→ **Work order**: Exact reproduction of the data is required, with images excluded.

→ **Working data**:
━━━━━━━━

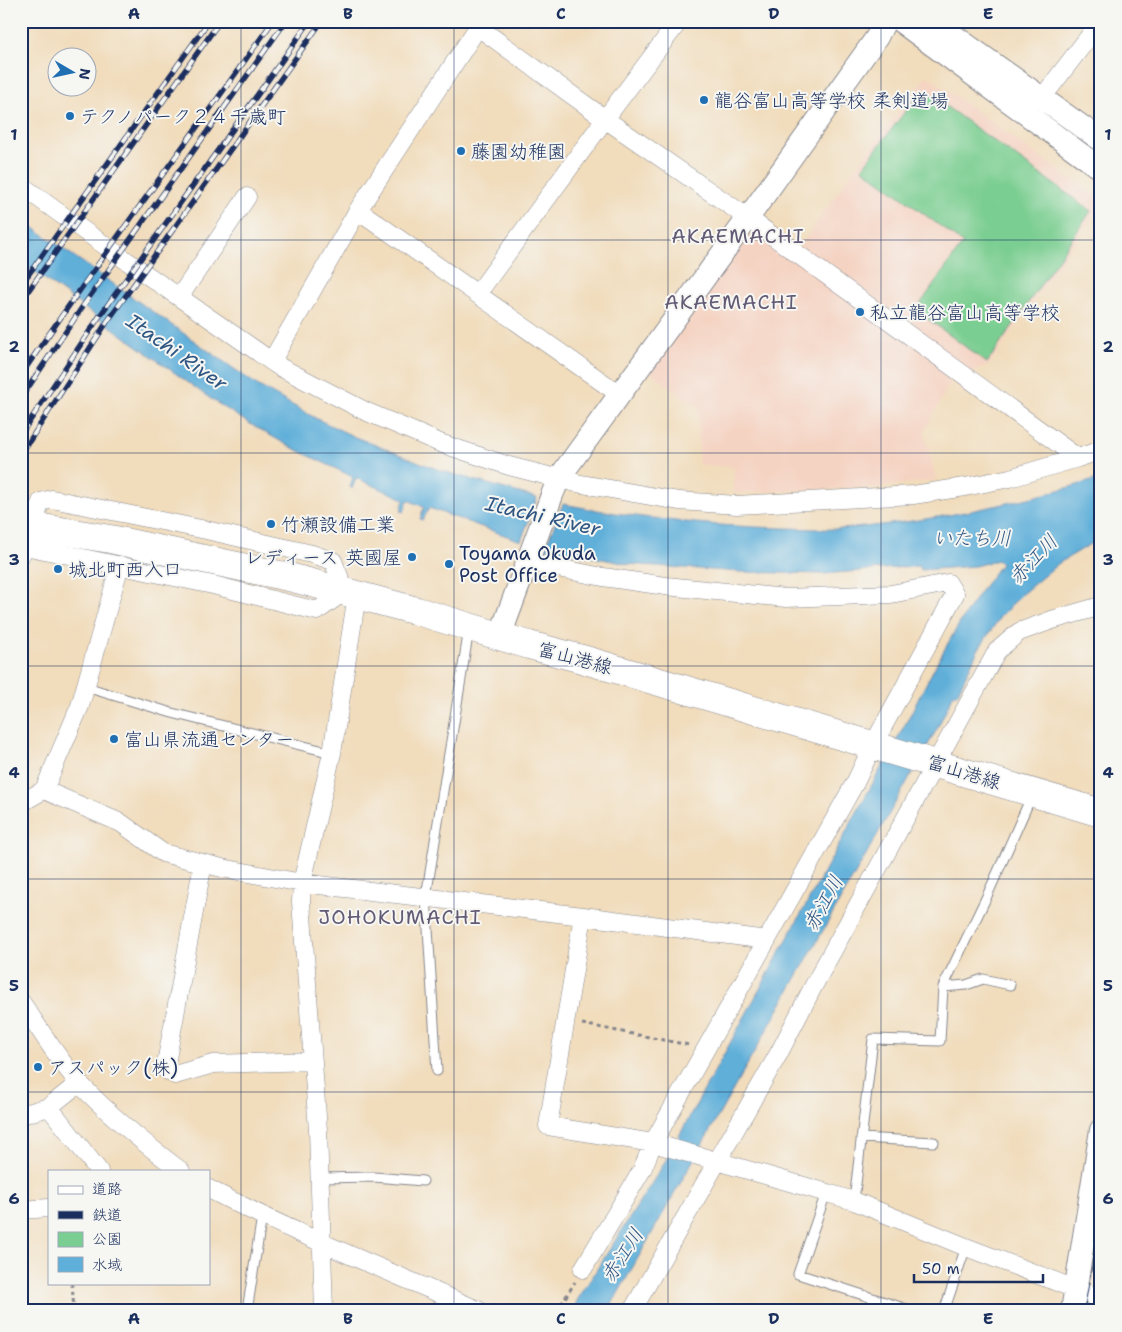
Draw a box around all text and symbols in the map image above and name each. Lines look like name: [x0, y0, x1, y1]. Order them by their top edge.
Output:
text: A: [128, 3, 140, 24]
text: B: [343, 3, 353, 24]
text: C: [556, 3, 566, 24]
text: D: [768, 3, 780, 24]
text: E: [983, 3, 993, 24]
north arrow: [48, 48, 98, 98]
text: N: [75, 67, 95, 81]
place label: 龍谷富山高等学校 柔剣道場: [714, 88, 948, 113]
marker: 龍谷富山高等学校 柔剣道場: [698, 94, 710, 106]
place label: テクノパーク２４千歳町: [80, 104, 286, 129]
marker: テクノパーク２４千歳町: [64, 110, 76, 122]
text: 1: [10, 124, 18, 145]
text: 1: [1104, 124, 1112, 145]
place label: 藤園幼稚園: [471, 139, 566, 164]
marker: 藤園幼稚園: [455, 145, 467, 157]
district label: AKAEMACHI: [671, 223, 805, 249]
district label: AKAEMACHI: [664, 289, 798, 315]
place label: 私立龍谷富山高等学校: [870, 300, 1060, 325]
marker: 私立龍谷富山高等学校: [854, 306, 866, 318]
water label: Itachi River: [121, 307, 233, 397]
text: 2: [8, 336, 20, 357]
text: 2: [1102, 336, 1114, 357]
water label: Itachi River: [482, 490, 604, 542]
place label: 竹瀬設備工業: [281, 512, 395, 537]
marker: 竹瀬設備工業: [265, 518, 277, 530]
water label: いたち川: [933, 525, 1011, 551]
water label: 赤江川: [1003, 528, 1063, 590]
place label: Toyama Okuda Post Office: [459, 541, 596, 588]
place label: レディース 英國屋: [245, 545, 402, 570]
text: 3: [8, 549, 20, 570]
text: 3: [1102, 549, 1114, 570]
marker: レディース 英國屋: [406, 551, 418, 563]
place label: 城北町西入口: [68, 557, 182, 582]
marker: Toyama Okuda Post Office: [443, 558, 455, 570]
marker: 城北町西入口: [52, 563, 64, 575]
street label: 富山港線: [535, 636, 615, 680]
place label: 富山県流通センター: [124, 727, 294, 752]
marker: 富山県流通センター: [108, 733, 120, 745]
street label: 富山港線: [924, 749, 1004, 795]
text: 4: [8, 762, 20, 783]
text: 4: [1102, 762, 1114, 783]
water label: 赤江川: [797, 870, 849, 936]
district label: JOHOKUMACHI: [318, 904, 482, 930]
text: 5: [9, 975, 19, 996]
text: 5: [1103, 975, 1113, 996]
place label: アスパック(株): [48, 1055, 178, 1080]
marker: アスパック(株): [32, 1061, 44, 1073]
legend: [48, 1170, 210, 1284]
text: 道路: [92, 1179, 122, 1199]
text: 6: [8, 1188, 20, 1209]
text: 6: [1102, 1188, 1114, 1209]
text: 鉄道: [92, 1205, 122, 1225]
water label: 赤江川: [595, 1223, 649, 1287]
text: 公園: [92, 1229, 122, 1249]
scale bar: [914, 1252, 1043, 1284]
text: 水域: [92, 1255, 122, 1275]
text: 50 m: [922, 1259, 960, 1279]
text: A: [128, 1308, 140, 1329]
text: B: [343, 1308, 353, 1329]
text: C: [556, 1308, 566, 1329]
text: D: [768, 1308, 780, 1329]
text: E: [983, 1308, 993, 1329]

━━━━━━━━

→ **Completed task**:
Draw a box around all text and symbols in the map image above and name each. Lines look like name: [x0, y0, x1, y1]. Order them by their top edge.
Output:
text: A: [128, 3, 140, 24]
text: B: [343, 3, 353, 24]
text: C: [556, 3, 566, 24]
text: D: [768, 3, 780, 24]
text: E: [983, 3, 993, 24]
north arrow: [48, 48, 98, 98]
text: N: [75, 67, 95, 81]
place label: 龍谷富山高等学校 柔剣道場: [714, 88, 948, 113]
marker: 龍谷富山高等学校 柔剣道場: [698, 94, 710, 106]
place label: テクノパーク２４千歳町: [80, 104, 286, 129]
marker: テクノパーク２４千歳町: [64, 110, 76, 122]
text: 1: [10, 124, 18, 145]
text: 1: [1104, 124, 1112, 145]
place label: 藤園幼稚園: [471, 139, 566, 164]
marker: 藤園幼稚園: [455, 145, 467, 157]
district label: AKAEMACHI: [671, 223, 805, 249]
district label: AKAEMACHI: [664, 289, 798, 315]
place label: 私立龍谷富山高等学校: [870, 300, 1060, 325]
marker: 私立龍谷富山高等学校: [854, 306, 866, 318]
water label: Itachi River: [121, 307, 233, 397]
text: 2: [8, 336, 20, 357]
text: 2: [1102, 336, 1114, 357]
water label: Itachi River: [482, 490, 604, 542]
place label: 竹瀬設備工業: [281, 512, 395, 537]
marker: 竹瀬設備工業: [265, 518, 277, 530]
water label: いたち川: [933, 525, 1011, 551]
water label: 赤江川: [1003, 528, 1063, 590]
place label: Toyama Okuda Post Office: [459, 541, 596, 588]
place label: レディース 英國屋: [245, 545, 402, 570]
text: 3: [8, 549, 20, 570]
text: 3: [1102, 549, 1114, 570]
marker: レディース 英國屋: [406, 551, 418, 563]
place label: 城北町西入口: [68, 557, 182, 582]
marker: Toyama Okuda Post Office: [443, 558, 455, 570]
marker: 城北町西入口: [52, 563, 64, 575]
street label: 富山港線: [535, 636, 615, 680]
place label: 富山県流通センター: [124, 727, 294, 752]
marker: 富山県流通センター: [108, 733, 120, 745]
street label: 富山港線: [924, 749, 1004, 795]
text: 4: [8, 762, 20, 783]
text: 4: [1102, 762, 1114, 783]
water label: 赤江川: [797, 870, 849, 936]
district label: JOHOKUMACHI: [318, 904, 482, 930]
text: 5: [9, 975, 19, 996]
text: 5: [1103, 975, 1113, 996]
place label: アスパック(株): [48, 1055, 178, 1080]
marker: アスパック(株): [32, 1061, 44, 1073]
legend: [48, 1170, 210, 1284]
text: 道路: [92, 1179, 122, 1199]
text: 6: [8, 1188, 20, 1209]
text: 6: [1102, 1188, 1114, 1209]
text: 鉄道: [92, 1205, 122, 1225]
water label: 赤江川: [595, 1223, 649, 1287]
text: 公園: [92, 1229, 122, 1249]
scale bar: [914, 1252, 1043, 1284]
text: 水域: [92, 1255, 122, 1275]
text: 50 m: [922, 1259, 960, 1279]
text: A: [128, 1308, 140, 1329]
text: B: [343, 1308, 353, 1329]
text: C: [556, 1308, 566, 1329]
text: D: [768, 1308, 780, 1329]
text: E: [983, 1308, 993, 1329]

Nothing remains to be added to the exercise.